The city of Oakland’s year-long petition process to determine the expenditure of $1.4 million of Caldecott Settlement Agreement funds has come to a close, and the results indicate there is not sufficient support to continue with the studies. The process was developed to ensure that studying two soundwall segments along State Route 24 between Broadway and Telegraph Avenue has strong and widespread community support in the affected area. At multiple RCPC Town Hall meetings and in Rockridge News articles and email communications beginning in fall 2012, the petition process was presented to the community, including the following key points:
- The process is modeled on other city processes, such as those used by neighborhoods requesting speed bumps and parking regulation changes.
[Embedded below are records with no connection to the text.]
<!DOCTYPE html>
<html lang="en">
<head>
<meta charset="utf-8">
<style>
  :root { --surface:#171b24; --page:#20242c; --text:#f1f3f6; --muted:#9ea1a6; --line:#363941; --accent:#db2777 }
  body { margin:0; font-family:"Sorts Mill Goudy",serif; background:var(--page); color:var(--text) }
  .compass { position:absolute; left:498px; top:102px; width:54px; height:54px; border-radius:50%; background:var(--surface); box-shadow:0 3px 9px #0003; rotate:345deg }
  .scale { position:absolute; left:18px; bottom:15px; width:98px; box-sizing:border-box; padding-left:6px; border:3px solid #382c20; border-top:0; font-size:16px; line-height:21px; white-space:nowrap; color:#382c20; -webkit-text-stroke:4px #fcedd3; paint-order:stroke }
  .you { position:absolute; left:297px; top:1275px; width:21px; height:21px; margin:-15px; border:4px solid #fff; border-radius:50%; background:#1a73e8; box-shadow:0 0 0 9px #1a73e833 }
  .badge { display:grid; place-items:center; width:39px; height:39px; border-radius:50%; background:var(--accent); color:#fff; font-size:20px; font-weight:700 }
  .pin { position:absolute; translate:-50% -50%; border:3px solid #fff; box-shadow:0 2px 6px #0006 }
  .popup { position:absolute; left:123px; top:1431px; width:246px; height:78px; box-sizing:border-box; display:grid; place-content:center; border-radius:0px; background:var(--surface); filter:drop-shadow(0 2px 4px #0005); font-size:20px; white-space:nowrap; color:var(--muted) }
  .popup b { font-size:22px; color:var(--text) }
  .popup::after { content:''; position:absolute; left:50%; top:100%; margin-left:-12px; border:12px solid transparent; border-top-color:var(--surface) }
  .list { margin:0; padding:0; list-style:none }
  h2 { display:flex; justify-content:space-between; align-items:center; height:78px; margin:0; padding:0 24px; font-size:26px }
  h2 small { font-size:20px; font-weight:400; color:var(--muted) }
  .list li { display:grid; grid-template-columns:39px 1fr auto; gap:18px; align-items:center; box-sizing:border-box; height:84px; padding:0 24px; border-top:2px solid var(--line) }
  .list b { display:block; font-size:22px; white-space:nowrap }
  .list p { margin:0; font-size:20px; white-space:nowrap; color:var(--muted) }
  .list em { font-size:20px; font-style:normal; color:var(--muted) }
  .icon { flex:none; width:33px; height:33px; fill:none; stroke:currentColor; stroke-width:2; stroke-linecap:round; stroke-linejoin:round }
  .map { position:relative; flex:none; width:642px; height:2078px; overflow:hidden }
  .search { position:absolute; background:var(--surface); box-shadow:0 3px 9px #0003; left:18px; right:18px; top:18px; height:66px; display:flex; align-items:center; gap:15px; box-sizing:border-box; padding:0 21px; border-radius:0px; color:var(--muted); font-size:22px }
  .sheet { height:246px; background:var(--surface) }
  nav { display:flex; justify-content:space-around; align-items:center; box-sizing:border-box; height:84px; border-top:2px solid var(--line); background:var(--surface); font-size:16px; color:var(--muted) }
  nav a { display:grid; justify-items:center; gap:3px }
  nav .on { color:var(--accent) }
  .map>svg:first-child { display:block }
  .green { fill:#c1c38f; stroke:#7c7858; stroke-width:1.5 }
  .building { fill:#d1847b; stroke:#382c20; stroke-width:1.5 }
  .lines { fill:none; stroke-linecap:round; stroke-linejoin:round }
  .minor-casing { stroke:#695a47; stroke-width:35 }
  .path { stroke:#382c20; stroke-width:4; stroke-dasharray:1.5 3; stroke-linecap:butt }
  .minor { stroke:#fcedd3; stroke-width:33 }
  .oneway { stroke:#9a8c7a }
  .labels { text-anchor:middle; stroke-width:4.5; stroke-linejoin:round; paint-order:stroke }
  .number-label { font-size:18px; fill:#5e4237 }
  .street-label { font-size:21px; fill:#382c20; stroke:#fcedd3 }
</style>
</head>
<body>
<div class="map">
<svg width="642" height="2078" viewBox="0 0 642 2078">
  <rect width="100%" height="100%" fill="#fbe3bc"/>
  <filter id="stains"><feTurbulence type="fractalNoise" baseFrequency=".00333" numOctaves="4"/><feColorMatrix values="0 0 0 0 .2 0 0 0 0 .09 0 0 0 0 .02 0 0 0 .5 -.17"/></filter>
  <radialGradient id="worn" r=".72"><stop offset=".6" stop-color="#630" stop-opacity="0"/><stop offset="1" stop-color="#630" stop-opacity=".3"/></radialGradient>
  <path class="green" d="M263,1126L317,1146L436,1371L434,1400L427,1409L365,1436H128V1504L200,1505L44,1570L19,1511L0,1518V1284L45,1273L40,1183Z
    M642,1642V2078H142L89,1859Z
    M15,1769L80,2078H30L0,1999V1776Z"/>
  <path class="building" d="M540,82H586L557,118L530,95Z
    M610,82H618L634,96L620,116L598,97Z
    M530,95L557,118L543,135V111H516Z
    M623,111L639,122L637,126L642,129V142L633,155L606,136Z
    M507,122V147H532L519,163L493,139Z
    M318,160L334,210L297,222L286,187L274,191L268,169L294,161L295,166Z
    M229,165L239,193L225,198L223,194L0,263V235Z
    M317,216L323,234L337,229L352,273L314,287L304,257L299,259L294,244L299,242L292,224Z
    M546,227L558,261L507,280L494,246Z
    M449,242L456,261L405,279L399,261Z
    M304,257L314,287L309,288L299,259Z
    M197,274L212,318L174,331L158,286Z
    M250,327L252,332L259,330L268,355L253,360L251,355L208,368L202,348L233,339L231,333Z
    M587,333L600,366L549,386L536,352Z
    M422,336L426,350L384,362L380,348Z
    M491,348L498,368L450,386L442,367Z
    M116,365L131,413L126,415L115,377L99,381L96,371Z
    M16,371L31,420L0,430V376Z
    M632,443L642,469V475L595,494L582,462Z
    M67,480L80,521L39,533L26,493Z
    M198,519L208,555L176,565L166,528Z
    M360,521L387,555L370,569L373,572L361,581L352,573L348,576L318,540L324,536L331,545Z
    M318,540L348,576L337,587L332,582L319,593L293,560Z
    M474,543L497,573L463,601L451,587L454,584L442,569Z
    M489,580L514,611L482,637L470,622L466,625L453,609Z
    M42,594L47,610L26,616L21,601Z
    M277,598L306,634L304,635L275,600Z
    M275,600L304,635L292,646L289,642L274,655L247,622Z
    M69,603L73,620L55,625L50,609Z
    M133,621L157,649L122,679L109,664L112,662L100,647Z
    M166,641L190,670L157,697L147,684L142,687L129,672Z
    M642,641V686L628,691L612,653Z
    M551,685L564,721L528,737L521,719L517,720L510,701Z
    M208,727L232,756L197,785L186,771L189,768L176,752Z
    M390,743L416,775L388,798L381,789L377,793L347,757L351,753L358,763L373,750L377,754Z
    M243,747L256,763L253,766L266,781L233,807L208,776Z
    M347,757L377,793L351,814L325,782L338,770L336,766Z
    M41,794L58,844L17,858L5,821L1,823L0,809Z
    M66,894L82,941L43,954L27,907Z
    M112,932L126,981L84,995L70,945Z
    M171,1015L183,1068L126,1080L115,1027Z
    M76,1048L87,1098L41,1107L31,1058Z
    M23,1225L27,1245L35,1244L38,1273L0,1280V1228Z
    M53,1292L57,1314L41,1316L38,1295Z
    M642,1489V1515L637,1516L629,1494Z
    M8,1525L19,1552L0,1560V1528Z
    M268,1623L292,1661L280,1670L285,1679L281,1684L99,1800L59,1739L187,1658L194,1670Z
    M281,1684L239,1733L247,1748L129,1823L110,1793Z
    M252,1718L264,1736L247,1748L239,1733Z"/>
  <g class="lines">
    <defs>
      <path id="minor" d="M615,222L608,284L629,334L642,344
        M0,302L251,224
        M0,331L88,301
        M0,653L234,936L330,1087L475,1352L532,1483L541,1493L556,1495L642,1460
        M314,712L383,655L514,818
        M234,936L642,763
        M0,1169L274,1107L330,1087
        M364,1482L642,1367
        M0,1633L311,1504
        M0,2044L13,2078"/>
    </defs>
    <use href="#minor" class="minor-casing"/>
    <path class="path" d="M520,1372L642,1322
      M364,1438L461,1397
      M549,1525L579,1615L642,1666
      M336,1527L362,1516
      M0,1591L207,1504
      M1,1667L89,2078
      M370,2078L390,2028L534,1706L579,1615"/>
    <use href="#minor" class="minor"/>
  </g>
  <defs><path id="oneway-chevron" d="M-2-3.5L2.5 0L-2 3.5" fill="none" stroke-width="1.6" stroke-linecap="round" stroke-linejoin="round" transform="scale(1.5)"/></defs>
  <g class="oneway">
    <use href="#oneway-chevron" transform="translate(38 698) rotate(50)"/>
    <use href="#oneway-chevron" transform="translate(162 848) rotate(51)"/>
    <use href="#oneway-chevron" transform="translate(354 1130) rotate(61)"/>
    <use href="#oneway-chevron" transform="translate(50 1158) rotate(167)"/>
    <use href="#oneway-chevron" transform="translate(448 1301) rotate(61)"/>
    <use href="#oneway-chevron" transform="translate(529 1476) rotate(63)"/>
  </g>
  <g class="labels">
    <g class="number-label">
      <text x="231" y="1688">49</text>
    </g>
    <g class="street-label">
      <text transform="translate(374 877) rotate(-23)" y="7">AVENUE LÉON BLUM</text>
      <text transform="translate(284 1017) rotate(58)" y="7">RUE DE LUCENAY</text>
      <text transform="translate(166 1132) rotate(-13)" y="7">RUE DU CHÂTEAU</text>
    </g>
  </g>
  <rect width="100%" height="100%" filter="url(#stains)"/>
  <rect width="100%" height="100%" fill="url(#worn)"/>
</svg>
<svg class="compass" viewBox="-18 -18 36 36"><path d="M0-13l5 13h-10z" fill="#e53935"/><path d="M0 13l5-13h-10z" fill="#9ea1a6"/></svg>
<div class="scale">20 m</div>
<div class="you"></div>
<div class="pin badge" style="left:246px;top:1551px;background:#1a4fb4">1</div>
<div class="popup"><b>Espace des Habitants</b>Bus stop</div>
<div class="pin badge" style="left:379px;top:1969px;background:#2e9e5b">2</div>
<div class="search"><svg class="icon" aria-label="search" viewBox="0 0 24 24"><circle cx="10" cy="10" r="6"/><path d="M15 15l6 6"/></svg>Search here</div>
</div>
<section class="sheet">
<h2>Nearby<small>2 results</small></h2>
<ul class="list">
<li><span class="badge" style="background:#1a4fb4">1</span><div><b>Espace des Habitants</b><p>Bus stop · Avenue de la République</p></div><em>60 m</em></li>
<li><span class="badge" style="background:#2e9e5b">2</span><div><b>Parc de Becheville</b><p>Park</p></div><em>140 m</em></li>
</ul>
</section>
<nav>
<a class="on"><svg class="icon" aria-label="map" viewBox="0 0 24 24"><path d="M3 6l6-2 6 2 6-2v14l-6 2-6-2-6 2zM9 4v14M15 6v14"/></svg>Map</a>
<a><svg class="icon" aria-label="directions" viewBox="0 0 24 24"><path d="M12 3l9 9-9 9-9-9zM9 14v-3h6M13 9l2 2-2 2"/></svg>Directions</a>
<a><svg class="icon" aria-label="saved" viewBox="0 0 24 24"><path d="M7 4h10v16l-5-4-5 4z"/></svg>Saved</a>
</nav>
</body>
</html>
- The city developed the petitions, including names and addresses of eligible property owners.
- Soundwall study proponents would collect signatures.
- Signature gatherers had one full year to collect signatures
- If 2/3 of eligible property owners signed the petition, then the studies would move forward; if not, the funding allocated to the studies would be used for other priority projects on the Caldecott project list.
The city mailed a courtesy letter to all 481 identified eligible property owners on March 12, 2013, advising them of the petition process. The petition was subsequently posted on the Fourth Bore Coalition (FBC)website. In the intervening year, soundwall studies advocates wrote their own letters to property owners eligible to sign the petition, emailed and phoned them, and used old fashioned door-to-door neighborhood visits to collect the needed signatures.
One year later, on March 12, 2014, the city received petitions containing 300 signatures or 62 percent, 21 short of the 321 needed to indicate 2/3 support. Because an insufficient number of signatures was submitted, no verification was performed.
After the petition process concluded and shortly before press time for The Rockridge News, some signature-gatherers raised questions about the process. The city is evaluating these comments. Once this evaluation is complete, the city will update the community via email and postings on the FBC website.